So, with a little bit of bravery and luck, I caught this gift that arrived before spring.
Twenty-four hours after he left Nanning, my life was already in the third year of my twenties. I returned to my original schedule. I began to feel hungry, lonely, and utterly bored late at night. Life became dull to the extreme. In all the time I couldn't sleep, that question I never asked out loud would occasionally pop into my head.
Like that cat that briefly accompanied me, the future between us—visible at a glance—was all too obvious. We wouldn't last; we would separate sooner or later. What's interesting is that we both knew this clearly. That date was like a festival that was bound to arrive, lying across the long, slow years of life.
Raymond Chandler said in "The Long Goodbye": "To say goodbye is to die a little." As for us, saying goodbye once meant getting a little closer to that day.
I was loving this person very hard. Aside from my pure love for him, I lived every day we spent together as if it were the last. I didn't hide my love at all. I wasn't afraid of friends knowing it would end unhappily. To be honest, I wasn't afraid of separation either; I had used long, enduring years to verify that living alone isn't that terrible.
I originally thought the reasons for the inevitable separation would be reality, class, distance, and other such insurmountable words, not a light and airy "I don't love you anymore." But that is the truth, cruel and real.
The first time, I was beaten down by threats and intimidation. I struggled with worry through countless sleepless nights, rebuilding my ruined heart and worldview bit by bit, until I looked no different from a normal person and reached the universal standard of "getting better." But this time, I was soundly taught a lesson by the worldly emotion of "stopping love just like that."
Those sentences repeatedly surfaced in my mind: Why didn't you think about my future at all? How am I supposed to live on? How can I believe in love again? How can I believe I am still worthy of being loved?

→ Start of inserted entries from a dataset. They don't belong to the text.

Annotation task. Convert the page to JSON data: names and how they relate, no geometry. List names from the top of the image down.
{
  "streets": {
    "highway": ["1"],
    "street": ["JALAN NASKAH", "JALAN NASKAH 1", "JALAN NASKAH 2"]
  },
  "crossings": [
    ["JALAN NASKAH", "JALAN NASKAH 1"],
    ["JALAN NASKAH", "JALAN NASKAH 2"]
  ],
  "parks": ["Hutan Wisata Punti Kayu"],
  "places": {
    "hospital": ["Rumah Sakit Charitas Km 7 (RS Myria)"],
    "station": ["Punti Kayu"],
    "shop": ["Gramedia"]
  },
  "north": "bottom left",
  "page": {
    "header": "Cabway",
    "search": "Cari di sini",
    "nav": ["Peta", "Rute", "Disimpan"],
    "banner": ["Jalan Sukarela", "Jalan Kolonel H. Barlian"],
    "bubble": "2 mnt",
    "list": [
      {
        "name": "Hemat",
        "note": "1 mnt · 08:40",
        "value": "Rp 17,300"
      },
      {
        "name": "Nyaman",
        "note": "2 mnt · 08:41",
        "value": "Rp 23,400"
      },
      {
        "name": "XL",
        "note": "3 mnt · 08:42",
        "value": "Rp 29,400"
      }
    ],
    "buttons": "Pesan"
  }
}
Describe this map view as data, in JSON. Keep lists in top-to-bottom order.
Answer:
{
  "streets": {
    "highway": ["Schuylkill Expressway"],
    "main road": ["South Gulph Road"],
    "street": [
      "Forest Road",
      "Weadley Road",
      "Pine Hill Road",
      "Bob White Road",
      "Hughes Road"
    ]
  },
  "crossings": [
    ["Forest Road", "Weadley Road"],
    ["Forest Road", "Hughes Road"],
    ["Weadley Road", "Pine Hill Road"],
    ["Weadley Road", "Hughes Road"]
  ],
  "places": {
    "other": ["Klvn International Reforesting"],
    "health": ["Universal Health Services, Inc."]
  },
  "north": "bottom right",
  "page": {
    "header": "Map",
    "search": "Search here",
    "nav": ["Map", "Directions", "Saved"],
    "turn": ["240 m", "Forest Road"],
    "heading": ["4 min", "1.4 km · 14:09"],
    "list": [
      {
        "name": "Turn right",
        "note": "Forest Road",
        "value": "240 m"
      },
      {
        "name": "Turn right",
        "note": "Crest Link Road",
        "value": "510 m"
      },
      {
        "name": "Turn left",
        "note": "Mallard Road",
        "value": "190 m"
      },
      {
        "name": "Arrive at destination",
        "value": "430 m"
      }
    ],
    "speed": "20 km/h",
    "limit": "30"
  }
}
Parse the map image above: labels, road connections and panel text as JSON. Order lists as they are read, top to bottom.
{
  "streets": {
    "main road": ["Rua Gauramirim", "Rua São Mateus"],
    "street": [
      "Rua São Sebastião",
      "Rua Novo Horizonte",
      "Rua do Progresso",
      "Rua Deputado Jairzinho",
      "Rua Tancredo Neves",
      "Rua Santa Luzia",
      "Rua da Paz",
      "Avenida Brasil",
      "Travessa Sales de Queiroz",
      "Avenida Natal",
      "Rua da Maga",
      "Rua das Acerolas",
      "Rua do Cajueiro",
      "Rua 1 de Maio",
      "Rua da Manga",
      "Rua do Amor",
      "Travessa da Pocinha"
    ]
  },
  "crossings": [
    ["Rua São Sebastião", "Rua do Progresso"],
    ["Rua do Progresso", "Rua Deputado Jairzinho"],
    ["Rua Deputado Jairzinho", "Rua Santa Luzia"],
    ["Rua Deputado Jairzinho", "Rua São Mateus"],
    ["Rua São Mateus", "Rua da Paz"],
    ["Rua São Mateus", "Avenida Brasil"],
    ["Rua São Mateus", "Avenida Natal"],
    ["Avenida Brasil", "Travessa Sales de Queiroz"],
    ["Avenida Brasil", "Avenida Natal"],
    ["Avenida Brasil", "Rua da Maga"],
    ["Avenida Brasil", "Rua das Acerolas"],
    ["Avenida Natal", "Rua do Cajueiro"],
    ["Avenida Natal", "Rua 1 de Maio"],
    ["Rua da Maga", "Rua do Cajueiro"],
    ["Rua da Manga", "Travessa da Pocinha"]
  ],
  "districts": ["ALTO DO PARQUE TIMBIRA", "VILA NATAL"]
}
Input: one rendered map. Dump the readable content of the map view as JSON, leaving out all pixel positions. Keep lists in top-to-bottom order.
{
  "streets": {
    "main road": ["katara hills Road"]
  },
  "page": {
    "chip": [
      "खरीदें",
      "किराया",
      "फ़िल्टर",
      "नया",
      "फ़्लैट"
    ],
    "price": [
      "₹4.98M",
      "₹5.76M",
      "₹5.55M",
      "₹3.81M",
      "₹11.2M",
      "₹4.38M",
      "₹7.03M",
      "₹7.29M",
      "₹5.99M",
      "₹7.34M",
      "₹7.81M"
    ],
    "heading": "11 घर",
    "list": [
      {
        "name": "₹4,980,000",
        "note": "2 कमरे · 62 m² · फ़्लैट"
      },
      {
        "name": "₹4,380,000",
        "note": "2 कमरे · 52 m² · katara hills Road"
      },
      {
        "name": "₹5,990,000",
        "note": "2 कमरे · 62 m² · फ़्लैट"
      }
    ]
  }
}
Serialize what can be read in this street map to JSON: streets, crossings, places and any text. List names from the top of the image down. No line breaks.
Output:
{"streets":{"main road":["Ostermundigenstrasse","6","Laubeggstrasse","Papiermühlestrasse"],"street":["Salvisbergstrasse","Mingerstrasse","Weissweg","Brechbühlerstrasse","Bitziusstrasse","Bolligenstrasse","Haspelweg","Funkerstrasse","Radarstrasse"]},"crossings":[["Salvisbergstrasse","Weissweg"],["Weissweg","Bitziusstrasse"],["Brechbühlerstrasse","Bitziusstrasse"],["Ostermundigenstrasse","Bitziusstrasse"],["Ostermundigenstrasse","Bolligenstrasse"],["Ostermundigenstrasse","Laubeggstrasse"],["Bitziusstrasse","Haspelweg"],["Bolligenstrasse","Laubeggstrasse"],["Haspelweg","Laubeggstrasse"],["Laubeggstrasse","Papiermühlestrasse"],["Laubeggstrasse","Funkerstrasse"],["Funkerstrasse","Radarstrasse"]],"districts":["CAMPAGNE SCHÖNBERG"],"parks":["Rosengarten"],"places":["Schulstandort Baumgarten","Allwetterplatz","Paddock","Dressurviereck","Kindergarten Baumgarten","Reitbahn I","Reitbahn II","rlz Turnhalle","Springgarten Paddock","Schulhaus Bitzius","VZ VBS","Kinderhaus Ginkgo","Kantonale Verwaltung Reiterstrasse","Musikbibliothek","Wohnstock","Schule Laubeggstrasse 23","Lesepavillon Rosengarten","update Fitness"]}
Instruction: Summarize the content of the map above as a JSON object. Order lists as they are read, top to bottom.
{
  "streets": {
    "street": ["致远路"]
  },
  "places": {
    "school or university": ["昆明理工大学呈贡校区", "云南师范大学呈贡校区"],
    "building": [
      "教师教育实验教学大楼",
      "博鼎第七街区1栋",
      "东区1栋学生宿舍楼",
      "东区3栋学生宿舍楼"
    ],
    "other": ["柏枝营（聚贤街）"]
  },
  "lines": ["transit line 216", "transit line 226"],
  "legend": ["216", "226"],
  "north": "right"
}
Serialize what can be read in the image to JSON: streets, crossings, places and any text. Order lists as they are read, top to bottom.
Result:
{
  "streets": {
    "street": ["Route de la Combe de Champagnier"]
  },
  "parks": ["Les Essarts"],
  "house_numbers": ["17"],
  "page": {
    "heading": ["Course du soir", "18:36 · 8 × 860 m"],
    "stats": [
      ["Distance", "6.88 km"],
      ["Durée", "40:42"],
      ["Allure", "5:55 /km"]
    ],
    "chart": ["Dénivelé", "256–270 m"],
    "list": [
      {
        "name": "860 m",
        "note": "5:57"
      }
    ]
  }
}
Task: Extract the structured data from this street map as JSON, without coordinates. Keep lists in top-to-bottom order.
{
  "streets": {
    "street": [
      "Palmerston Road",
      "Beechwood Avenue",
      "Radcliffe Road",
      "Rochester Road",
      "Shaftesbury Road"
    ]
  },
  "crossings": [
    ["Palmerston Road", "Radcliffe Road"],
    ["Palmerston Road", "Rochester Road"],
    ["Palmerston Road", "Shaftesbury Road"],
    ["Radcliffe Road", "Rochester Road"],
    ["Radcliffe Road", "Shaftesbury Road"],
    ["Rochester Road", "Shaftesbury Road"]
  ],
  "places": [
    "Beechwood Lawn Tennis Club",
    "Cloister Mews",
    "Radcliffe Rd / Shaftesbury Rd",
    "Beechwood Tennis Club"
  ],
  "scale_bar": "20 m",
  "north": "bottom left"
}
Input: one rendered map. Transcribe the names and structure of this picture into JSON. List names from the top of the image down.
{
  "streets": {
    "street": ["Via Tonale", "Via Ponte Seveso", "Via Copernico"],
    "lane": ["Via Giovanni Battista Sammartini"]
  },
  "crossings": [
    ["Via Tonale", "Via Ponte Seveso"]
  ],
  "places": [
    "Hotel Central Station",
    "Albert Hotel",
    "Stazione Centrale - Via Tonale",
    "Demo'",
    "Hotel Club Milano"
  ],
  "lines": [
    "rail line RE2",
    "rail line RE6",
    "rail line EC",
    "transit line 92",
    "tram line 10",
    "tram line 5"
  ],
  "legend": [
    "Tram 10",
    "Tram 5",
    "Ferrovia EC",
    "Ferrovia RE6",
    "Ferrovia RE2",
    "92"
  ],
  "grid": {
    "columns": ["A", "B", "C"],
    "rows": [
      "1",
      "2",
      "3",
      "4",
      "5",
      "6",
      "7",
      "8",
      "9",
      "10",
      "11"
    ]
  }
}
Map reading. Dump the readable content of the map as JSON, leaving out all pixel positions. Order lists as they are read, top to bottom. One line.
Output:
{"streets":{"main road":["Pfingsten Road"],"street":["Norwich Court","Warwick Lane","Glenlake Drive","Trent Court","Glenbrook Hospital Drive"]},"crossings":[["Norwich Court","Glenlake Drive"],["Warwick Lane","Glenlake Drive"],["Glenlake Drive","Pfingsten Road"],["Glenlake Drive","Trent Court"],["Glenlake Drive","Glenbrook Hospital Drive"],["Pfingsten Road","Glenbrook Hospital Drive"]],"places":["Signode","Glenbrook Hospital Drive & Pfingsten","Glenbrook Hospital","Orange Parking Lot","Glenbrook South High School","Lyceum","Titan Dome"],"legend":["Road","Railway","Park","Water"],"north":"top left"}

In adversity, you reached out a pair of hands to hold mine, then led me to an even more desolate grassland. You never thought about what kind of difficult situation I had walked out of, and what kind of state I was now returning to.
There won't be such a person again who understands this ordinary yet pounding heart of mine. And I don't need such a person; I know that without him, none of my happiness will be missing.
I started rebuilding my ruined heart and worldview bit by bit again. These words I've said countless times appeared again in the sleepless late nights.
When people encounter problems, they always like to ask "why." But not loving—there is no why. I typed these words late at night, feeling a sudden sense of enlightenment, just as free and open-minded as when I wrote "I live in this world, lonely yet meaningful" last year.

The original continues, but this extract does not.